AUGUSTA, Maine — In a story Aug. 10 about a federal audit, The Associated Press, relying on information from Office of Inspector General for the U.S. Department of Health and Human Services, erroneously reported a group interviewed by auditors. Auditors interviewed managers at facilities serving developmentally disabled residents; they did not interview people with developmental disabilities.

A corrected version of the story is below:

Audit: Maine didn’t adequately protect disabled residents

A federal audit finds that Maine failed to ensure deaths and injuries of individuals with developmental disabilities were reported and investigated

By MARINA VILLENEUVE

Associated Press

AUGUSTA, Maine — Maine has failed to adequately report and investigate deaths and abuse of its residents with developmental disabilities, according to a federal audit released Thursday.

The report released by the Office of Inspector General for the U.S. Department of Health and Human Services says the Maine Department of Health and Human Services failed 2,640 Medicaid beneficiaries who are allowed under a federal waiver to use community- and home-based services rather than state-run institutions.

The federal review comes amid concern in Congress over abuse and deaths in group homes serving those with developmental disabilities. Previous audits highlighted similar concerns in Massachusetts and Connecticut, and David Lamir, regional inspector general for the Office of Inspector General, said reviews in other states are underway.

“To Maine’s credit, they’ve stated they’ve already adopted many of our recommendations,” Lamir said.

The audit includes examples of uninvestigated incidents like a person who fell out of bed and later suffered a fractured right clavicle and another person who ingested laundry soup while helping a staff member clean up urine. In one instance, a person fell in the bathtub while unattended and drowned.

“The beneficiary’s death was not investigated by the state agency as an untimely death,” meaning there was no review completed on what could have prevented it, according to the report.

Auditor John Sullivan, who worked on Maine’s audit, said he and his colleagues interviewed managers at community-based facilities serving developmentally disabled residents. They raised concern about the low pay of the unlicensed staff they’re able to hire to work with the residents.

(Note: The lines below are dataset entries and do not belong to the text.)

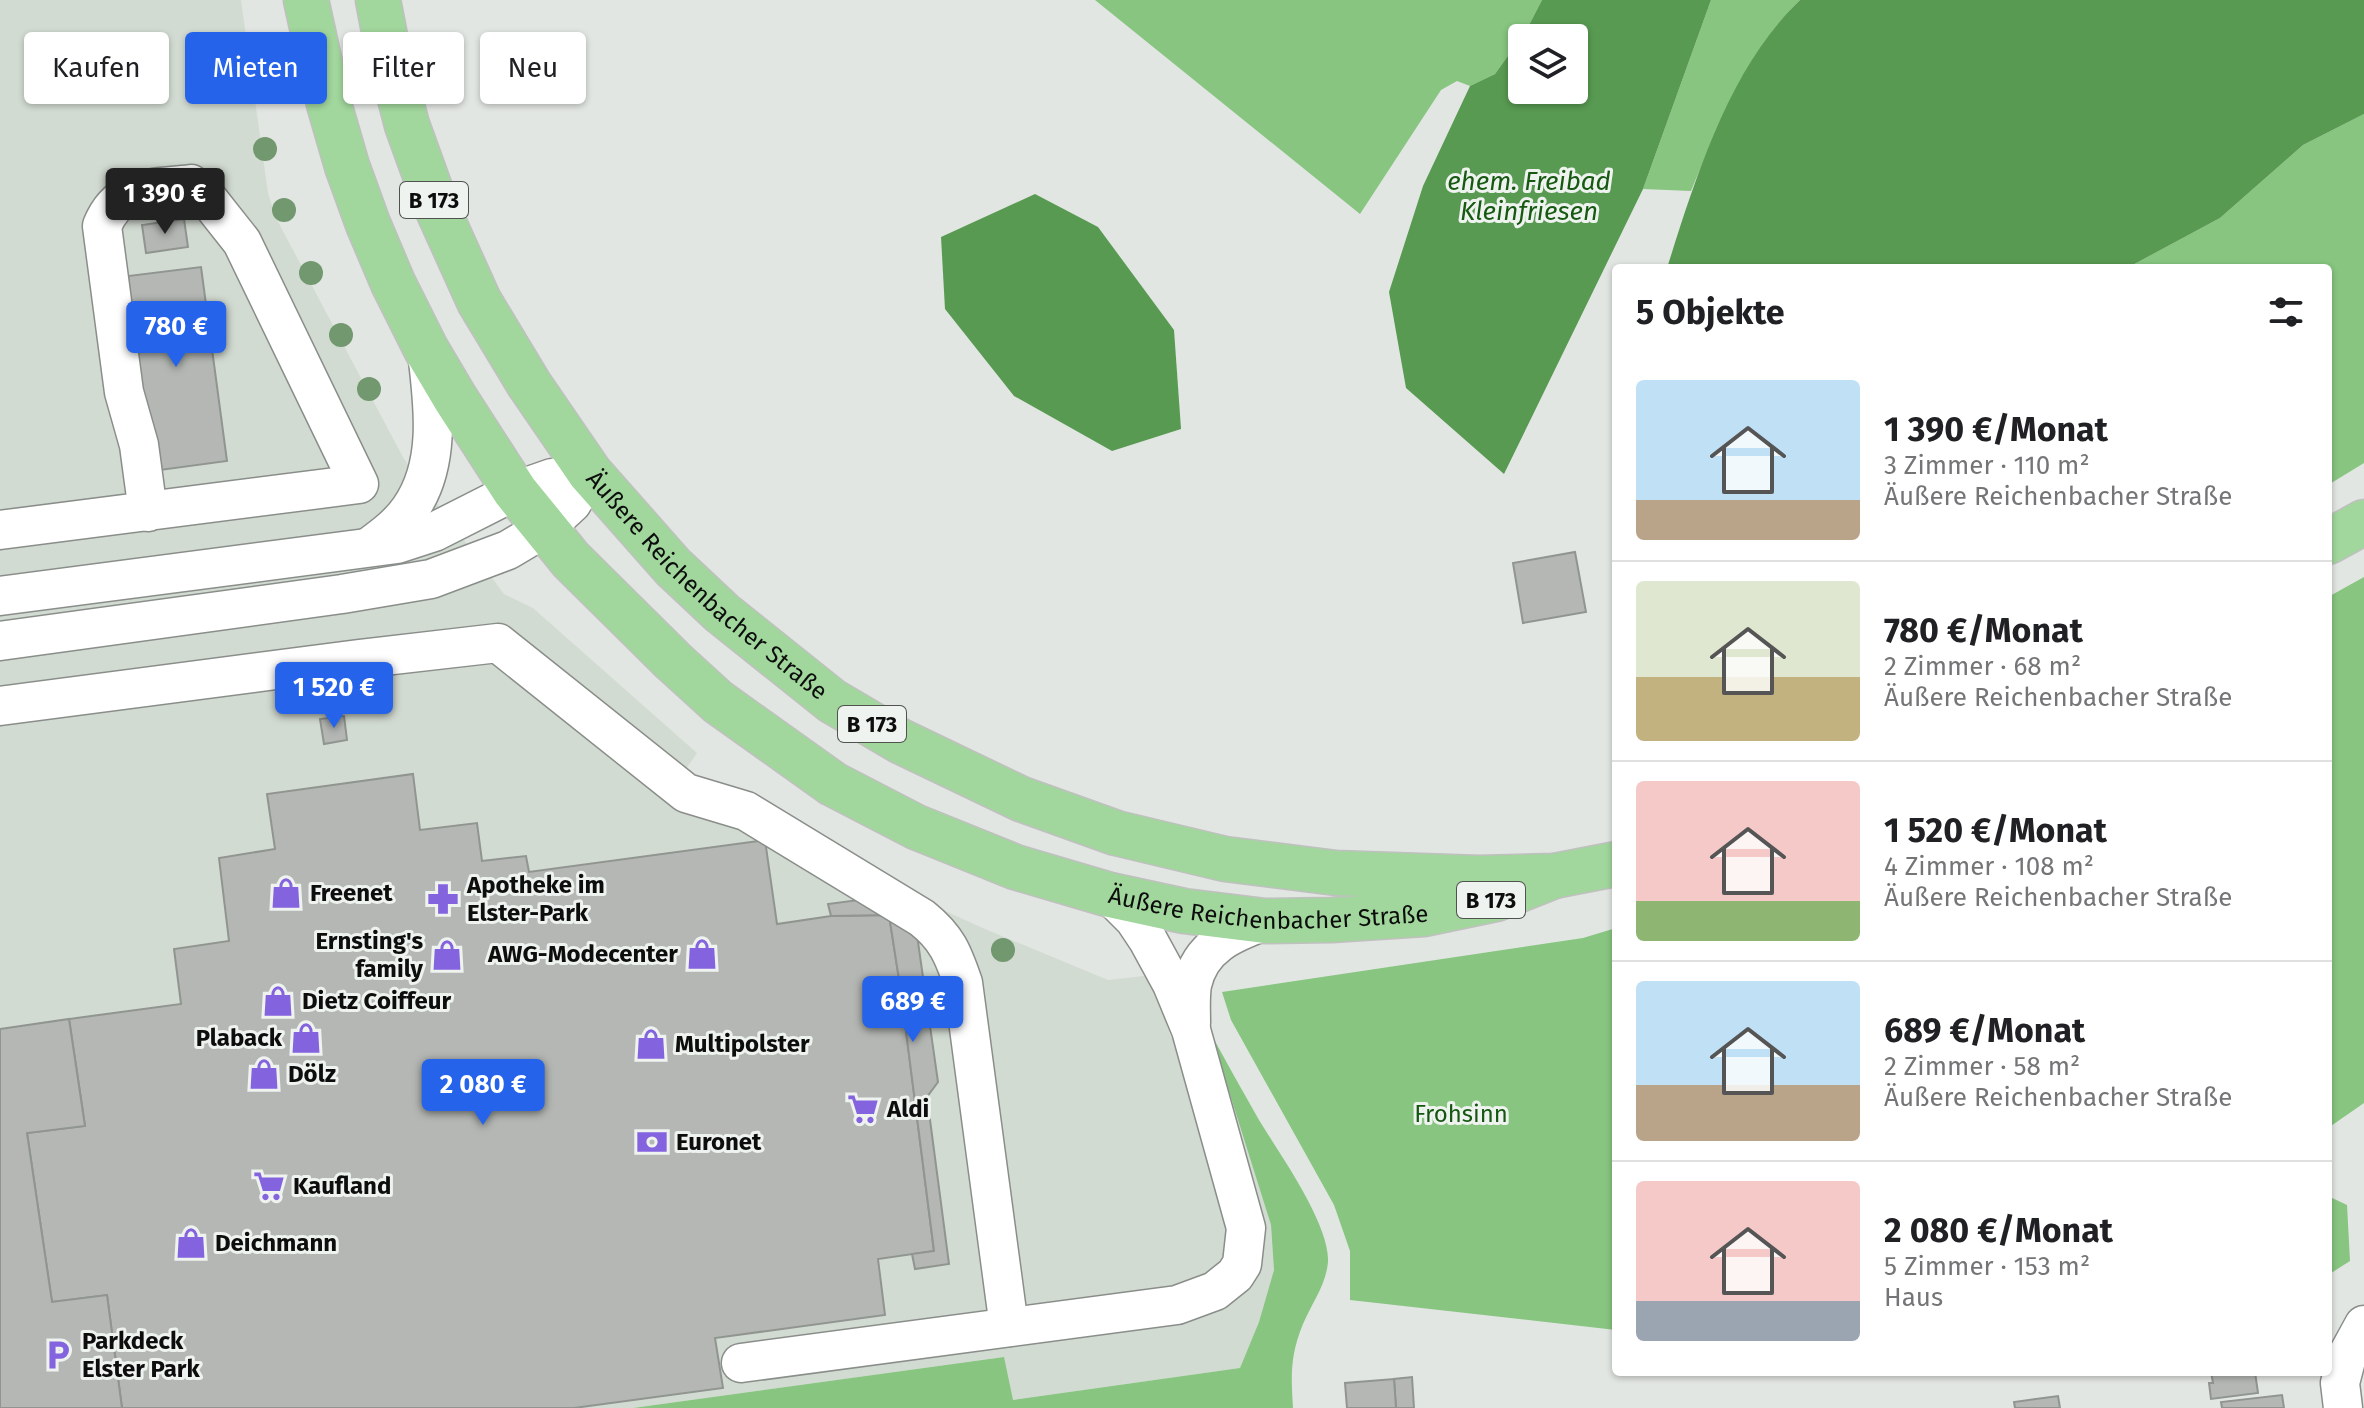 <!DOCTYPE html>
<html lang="de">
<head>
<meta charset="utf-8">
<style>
  body { margin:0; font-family:"Fira Sans",sans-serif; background:#f6f6f6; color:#202124; height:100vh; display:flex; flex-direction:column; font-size:30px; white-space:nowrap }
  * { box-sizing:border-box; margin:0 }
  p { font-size:26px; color:#757577 }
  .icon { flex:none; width:44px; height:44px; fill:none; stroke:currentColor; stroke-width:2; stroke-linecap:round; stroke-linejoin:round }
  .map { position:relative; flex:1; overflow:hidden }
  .panel { position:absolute; left:1612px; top:264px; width:720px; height:1112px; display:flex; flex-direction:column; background:#fff; border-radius:8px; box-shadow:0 2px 6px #0004 }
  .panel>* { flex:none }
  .top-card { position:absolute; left:24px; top:32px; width:760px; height:72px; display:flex; gap:16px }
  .buttons { position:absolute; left:1508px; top:24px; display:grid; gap:16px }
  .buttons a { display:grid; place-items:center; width:80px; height:80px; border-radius:8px; background:#fff; box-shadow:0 2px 6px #0004; font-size:40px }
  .price { position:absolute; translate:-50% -68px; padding:0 18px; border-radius:8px; background:#2563eb; color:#fff; font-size:26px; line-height:52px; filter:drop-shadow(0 2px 4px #0008) }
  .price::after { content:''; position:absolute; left:50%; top:48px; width:24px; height:18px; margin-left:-12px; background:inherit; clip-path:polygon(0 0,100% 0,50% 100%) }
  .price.active { background:#222; color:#fff }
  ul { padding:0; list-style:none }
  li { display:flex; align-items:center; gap:24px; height:200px; padding:0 24px }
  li+li { border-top:2px solid #e0e0e0 }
  li span { display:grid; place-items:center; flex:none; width:224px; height:160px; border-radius:8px; color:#555 }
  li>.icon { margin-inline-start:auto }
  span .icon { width:96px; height:96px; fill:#fffc; stroke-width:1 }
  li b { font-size:34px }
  h2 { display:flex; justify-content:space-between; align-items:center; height:96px; padding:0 24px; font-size:34px }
  .pill { padding:0 28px; border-radius:8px; background:#fff; box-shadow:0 2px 6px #0004; font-size:28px; line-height:72px }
  .pill.active { background:#2563eb; color:#fff }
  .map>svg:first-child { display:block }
</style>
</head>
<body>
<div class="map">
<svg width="2364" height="1408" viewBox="0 0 2364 1408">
  <rect width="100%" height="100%" fill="#e2e6e2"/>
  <path fill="#d2dbd1" d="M 0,0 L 241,0 L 268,193 L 275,216 L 404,459 L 504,594 L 533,608 L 697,753 L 681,776 L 884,883 L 985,929 L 1108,980 L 1152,975 L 1171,1038 L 1211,1034 L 1271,1225 L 1274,1270 L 1259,1323 L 1240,1368 L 1012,1400 L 1003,1357 L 633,1408 L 0,1408 Z"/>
  <g fill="#87c580">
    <path d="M 1095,0 L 1542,0 L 1527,29 L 1495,74 L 1470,86 L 1457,81 L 1441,90 L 1360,214 Z"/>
    <path d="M 1711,0 L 1800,0 C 1746,52 1720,123 1691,191 L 1643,189 Z"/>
    <path d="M 2364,114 L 2364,463 L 2328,485 L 2328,268 L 2127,268 L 2220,218 L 2303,145 Z"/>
    <path d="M 2364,577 L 2364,1103 L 2328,1128 L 2328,597 Z"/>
    <path d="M 1616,928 L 1616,1330 L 1350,1300 L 1350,1251 L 1334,1205 L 1231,1020 L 1222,992 L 1583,938 Z"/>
    <path d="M 1211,1034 C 1227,1063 1243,1092 1259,1120 C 1279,1153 1330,1224 1328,1262 C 1326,1285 1312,1303 1303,1324 C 1290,1356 1291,1375 1293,1408 L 633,1408 L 1004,1357 L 1013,1400 L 1240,1368 L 1259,1322 L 1274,1270 L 1271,1225 Z"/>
    <path d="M 2328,1196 L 2347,1205 L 2350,1261 L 2328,1275 Z"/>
  </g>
  <g fill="#589a52" fill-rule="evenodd">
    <path d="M 1542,0 L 1711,0 L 1643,189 L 1504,474 L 1406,388 L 1389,292 L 1423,186 L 1470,86 L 1495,74 L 1527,29 ZM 1574,38 L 1574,90 L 1522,90 L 1522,38 Z"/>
    <path d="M 1800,0 L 2364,0 L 2364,114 L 2303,145 L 2220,218 L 2127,268 L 1667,268 C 1696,177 1729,68 1800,0 Z"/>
    <path d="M 1035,194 L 1098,227 L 1174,330 L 1181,429 L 1112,451 L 1014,396 L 945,309 L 941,237 Z"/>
  </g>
  <g fill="#b4b7b3" stroke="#919591" stroke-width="2">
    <path d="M 184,219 L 188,247 L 146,253 L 142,225 Z"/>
    <path d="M 201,267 L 227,461 L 153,471 L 124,302 L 131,301 L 128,276 Z"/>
    <path d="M 1575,552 L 1586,612 L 1523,623 L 1513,563 Z"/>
    <path d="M 339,685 L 342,708 L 319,711 L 316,688 Z"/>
    <path d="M 344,716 L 347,740 L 324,744 L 320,719 Z"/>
    <path d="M 413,774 L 420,830 L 477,823 L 482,861 L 526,856 L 529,872 L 765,840 L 777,924 L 831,916 L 889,915 L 901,992 L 934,1251 L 878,1259 L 885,1315 L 715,1338 L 723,1388 L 574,1408 L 122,1408 L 107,1295 L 52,1302 L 27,1133 L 85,1126 L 69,1019 L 181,1004 L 174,949 L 229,941 L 219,858 L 275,849 L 267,794 Z"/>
    <path d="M 911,893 L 938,1082 L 927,1097 L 949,1264 L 915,1269 L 912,1254 L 934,1251 L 901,992 L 889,915 L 831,916 L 828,904 Z"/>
    <path d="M 69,1019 L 85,1126 L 27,1133 L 52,1302 L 107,1295 L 122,1408 L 0,1408 L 0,1029 Z"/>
    <path d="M 2211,1372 L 2255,1372 L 2258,1393 L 2211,1399 L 2209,1383 L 2213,1383 Z"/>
    <path d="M 1412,1377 L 1414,1408 L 1396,1408 L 1394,1379 Z"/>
    <path d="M 1394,1379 L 1396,1408 L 1347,1408 L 1345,1383 Z"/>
    <path d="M 2282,1395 L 2284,1408 L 2222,1408 L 2221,1402 Z"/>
    <path d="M 2058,1396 L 2060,1408 L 2015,1408 L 2014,1402 Z"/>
  </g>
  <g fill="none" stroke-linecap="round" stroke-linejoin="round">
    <defs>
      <g id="minor">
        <path d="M 0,530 L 359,484 L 242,242 L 208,199 L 191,184 C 152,189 119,184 102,226 L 124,392 L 139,445 L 148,512"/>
        <path d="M 369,547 C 384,536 399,525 410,509 C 442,464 433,403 427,352"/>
        <path d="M 0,596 L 397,544 L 434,532 L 515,491 L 552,478 L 590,473"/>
        <path d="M 0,641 L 342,594 L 431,579 L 508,550 L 545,528 L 572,503 L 590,473"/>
        <path d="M 0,706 L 359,659 L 498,643 L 686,793 L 746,811 L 922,918 C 947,938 953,954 963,983 L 1009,1327"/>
        <path d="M 1191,1023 C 1191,1011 1190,997 1192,985 C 1200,946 1232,933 1265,921"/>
        <path d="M 741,1363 L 1177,1305 L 1215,1291 L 1235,1275 L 1242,1264 L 1246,1228 L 1191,1030 L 1172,984 L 1148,940 L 1134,919 L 1110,895"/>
        <path d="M 2343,1408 L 2340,1383 L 2347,1356 L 2364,1325"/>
      </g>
      <g id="major">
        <path id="s1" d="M 306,0 L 329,104 L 347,166 L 368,224 L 393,283 L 426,349 L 455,398 L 515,491 L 571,560 L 673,661 L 718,702 L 833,784 L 916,827 L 1015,867 L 1110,895 L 1184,911 L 1265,921 L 1332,920 L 1424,914 L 1496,899 L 1554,876"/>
        <path id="s2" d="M 378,0 L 388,52 L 407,125 L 437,208 L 479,301 L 529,384 L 590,473 L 673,567 L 722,613 L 832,701 L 900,741 L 1021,799 L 1116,833 L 1225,859 L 1336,873 L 1479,878 L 1554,876 L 1616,864"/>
        <path d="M 2328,542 L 2364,522"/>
      </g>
    </defs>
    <use href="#minor" stroke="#8a8e8a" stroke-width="41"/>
    <use href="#major" stroke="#c0c0c0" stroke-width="47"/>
    <use href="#minor" stroke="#fff" stroke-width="38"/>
    <use href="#major" stroke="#a1d69c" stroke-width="44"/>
  </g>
  <g fill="#71986e">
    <circle cx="255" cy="83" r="12"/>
    <circle cx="265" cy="149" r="12"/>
    <circle cx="284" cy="210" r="12"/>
    <circle cx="311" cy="273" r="12"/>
    <circle cx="341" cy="335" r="12"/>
    <circle cx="369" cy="389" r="12"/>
    <circle cx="1003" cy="950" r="12"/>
  </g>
  <defs>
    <symbol id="shop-bare" viewBox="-9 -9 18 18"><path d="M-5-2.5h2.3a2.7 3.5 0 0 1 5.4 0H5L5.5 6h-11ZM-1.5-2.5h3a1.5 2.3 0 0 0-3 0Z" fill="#8463de" stroke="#eff3ef" stroke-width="2.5" paint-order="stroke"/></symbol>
    <symbol id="pharmacy-bare" viewBox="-9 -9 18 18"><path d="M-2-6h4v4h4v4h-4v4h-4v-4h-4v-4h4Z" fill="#8463de" stroke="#eff3ef" stroke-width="2.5" paint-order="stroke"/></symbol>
    <symbol id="supermarket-bare" viewBox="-9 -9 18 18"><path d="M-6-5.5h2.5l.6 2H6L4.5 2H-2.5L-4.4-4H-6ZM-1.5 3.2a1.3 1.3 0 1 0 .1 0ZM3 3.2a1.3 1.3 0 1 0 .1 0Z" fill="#8463de" stroke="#eff3ef" stroke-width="2.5" paint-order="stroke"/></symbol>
    <symbol id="bank-bare" viewBox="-9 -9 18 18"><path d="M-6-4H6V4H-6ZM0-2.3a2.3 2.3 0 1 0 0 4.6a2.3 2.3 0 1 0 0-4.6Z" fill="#8463de" stroke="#eff3ef" stroke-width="2.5" paint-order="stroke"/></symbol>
    <symbol id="parking-bare" viewBox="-9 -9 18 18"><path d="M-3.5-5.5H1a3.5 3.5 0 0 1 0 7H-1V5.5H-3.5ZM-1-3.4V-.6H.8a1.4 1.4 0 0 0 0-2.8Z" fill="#8463de" stroke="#eff3ef" stroke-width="2.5" paint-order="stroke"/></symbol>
  </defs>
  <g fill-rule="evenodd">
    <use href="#shop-bare" x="264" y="871" width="44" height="44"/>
    <use href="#pharmacy-bare" x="421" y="877" width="44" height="44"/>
    <use href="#shop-bare" x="680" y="932" width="44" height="44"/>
    <use href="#shop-bare" x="425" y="933" width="44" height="44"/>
    <use href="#shop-bare" x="256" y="979" width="44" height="44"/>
    <use href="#shop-bare" x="284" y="1016" width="44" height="44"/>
    <use href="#shop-bare" x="629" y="1022" width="44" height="44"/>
    <use href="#shop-bare" x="242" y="1052" width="44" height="44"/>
    <use href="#supermarket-bare" x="841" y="1087" width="44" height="44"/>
    <use href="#bank-bare" x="630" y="1120" width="44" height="44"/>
    <use href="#supermarket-bare" x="247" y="1164" width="44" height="44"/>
    <use href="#shop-bare" x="169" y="1221" width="44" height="44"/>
    <use href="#parking-bare" x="36" y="1333" width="44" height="44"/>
  </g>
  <g text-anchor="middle" stroke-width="6" stroke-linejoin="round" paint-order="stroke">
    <g fill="#eff3ef" stroke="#505250" stroke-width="2">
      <rect x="400" y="182" width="68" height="36" rx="6"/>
      <rect x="838" y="706" width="68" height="36" rx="6"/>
      <rect x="1457" y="882" width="68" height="36" rx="6"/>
    </g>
    <g font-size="22" font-weight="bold" fill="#0c0d0c">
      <text x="434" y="208">B 173</text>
      <text x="872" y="732">B 173</text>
      <text x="1491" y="908">B 173</text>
    </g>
    <g font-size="24" fill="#0c0d0c" stroke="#eff3ef">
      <text dy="8" stroke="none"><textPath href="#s2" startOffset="686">Äußere Reichenbacher Straße</textPath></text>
      <text dy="8" stroke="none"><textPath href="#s1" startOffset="1432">Äußere Reichenbacher Straße</textPath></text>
    </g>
    <g font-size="24" font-weight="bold" fill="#0c0d0c" stroke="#eff3ef" text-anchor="start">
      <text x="467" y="893">Apotheke im<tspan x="467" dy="28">Elster-Park</tspan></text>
      <text x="310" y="901">Freenet</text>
      <text x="423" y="949" text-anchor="end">Ernsting's<tspan x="423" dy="28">family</tspan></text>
      <text x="678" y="962" text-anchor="end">AWG-Modecenter</text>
      <text x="302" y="1009">Dietz Coiffeur</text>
      <text x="282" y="1046" text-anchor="end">Plaback</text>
      <text x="675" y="1052">Multipolster</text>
      <text x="288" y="1082">Dölz</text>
      <text x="887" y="1117">Aldi</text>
      <text x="676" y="1150">Euronet</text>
      <text x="293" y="1194">Kaufland</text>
      <text x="215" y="1251">Deichmann</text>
      <text x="82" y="1349">Parkdeck<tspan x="82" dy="28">Elster Park</tspan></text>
    </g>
    <g font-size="24" fill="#14580f" stroke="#eff3ef">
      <text x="1461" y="1122">Frohsinn</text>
    </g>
    <g font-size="26" font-style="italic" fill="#165911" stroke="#eff3ef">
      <text x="1529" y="190">ehem. Freibad<tspan x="1529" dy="30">Kleinfriesen</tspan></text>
    </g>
  </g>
</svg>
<div class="buttons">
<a><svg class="icon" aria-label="layers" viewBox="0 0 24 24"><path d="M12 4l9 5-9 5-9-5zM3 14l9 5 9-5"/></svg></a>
</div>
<b class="price active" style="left:165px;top:236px">1 390 €</b>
<b class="price" style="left:176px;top:369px">780 €</b>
<b class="price" style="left:334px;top:730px">1 520 €</b>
<b class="price" style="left:913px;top:1044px">689 €</b>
<b class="price" style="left:483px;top:1127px">2 080 €</b>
<div class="top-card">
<a class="pill">Kaufen</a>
<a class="pill active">Mieten</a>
<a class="pill">Filter</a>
<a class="pill">Neu</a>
</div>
<section class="panel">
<h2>5 Objekte<svg class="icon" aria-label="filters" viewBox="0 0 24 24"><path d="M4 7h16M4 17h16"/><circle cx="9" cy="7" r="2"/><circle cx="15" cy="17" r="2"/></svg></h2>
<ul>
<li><span style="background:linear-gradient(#bfe0f5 75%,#b9a48a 0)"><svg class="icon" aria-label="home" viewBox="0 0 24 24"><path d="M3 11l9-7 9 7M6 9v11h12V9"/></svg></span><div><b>1 390 €/Monat</b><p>3 Zimmer · 110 m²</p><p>Äußere Reichenbacher Straße</p></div></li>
<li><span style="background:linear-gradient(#dfe7d0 60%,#c2b280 0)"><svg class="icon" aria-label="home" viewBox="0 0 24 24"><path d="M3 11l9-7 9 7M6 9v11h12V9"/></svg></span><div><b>780 €/Monat</b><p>2 Zimmer · 68 m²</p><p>Äußere Reichenbacher Straße</p></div></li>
<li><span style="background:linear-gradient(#f6c9c9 75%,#8fb573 0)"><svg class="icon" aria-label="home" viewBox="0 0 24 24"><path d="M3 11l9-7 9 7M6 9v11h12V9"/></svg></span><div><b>1 520 €/Monat</b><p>4 Zimmer · 108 m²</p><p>Äußere Reichenbacher Straße</p></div></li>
<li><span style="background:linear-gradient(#bfe0f5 65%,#b9a48a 0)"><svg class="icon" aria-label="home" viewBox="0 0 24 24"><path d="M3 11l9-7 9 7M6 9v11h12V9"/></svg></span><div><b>689 €/Monat</b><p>2 Zimmer · 58 m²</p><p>Äußere Reichenbacher Straße</p></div></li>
<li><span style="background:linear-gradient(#f6c9c9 75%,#9aa5b1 0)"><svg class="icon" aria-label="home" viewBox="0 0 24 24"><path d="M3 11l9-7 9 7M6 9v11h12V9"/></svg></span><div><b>2 080 €/Monat</b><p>5 Zimmer · 153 m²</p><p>Haus</p></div></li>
</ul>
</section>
</div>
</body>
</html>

“That was one of their major concerns,” Sullivan said. “The wages they’re paying the employees is comparable to McDonald’s. The employers would rather work in McDonald’s settings because it wasn’t as stressful.”

In a statement, Ricker Hamilton, the Maine agency’s acting head, said the report “does not present an accurate picture of the system of protection for individuals with intellectual disabilities and autism today.” He said the report raises issues that existed during a period of “significant transition,” when offices were being consolidated, and have since been addressed.

“In no way should this report tarnish the dedication of so many individuals who work across the state to provide critical services to those who need them,” said Hamilton, who took over the job this year after the departure of former commissioner Mary Mayhew, a Republican candidate for governor.

The agency disagreed with the report’s findings that it failed to ensure community-based providers reported all dangerous situations and that it failed to investigate or report important incidents to authorities. But the agency agreed with recommendations aimed at working with community-based providers and analyzing data to prevent repeat deficiencies.

The report says that from January 2013 through June 2015, the agency did not investigate any of the 133 deaths involving people with developmental disabilities. The report says the agency confirmed that investigations had not been opened by law enforcement for those deaths.

Agency officials said a mortality review committee looked at 54 of the deaths, but the report says the state didn’t provide details about those reviews or follow-up action taken.

According to the audit, providers said agency officials told them over several months ending in early 2013 to stop performing administrative reviews of dangerous risks involving people with developmental disabilities. The report says the state wasn’t able to explain why the reviews weren’t submitted or why it didn’t know that providers hadn’t submitted reports for 8,678 critical events involving this population. Those included serious injuries and suicidal acts involving 1,781 people.

Hamilton said the state didn’t instruct providers to stop performing the reviews. He said providers were required to review some of the incidents, while adult protective services handled cases involving abuse, neglect or exploitation.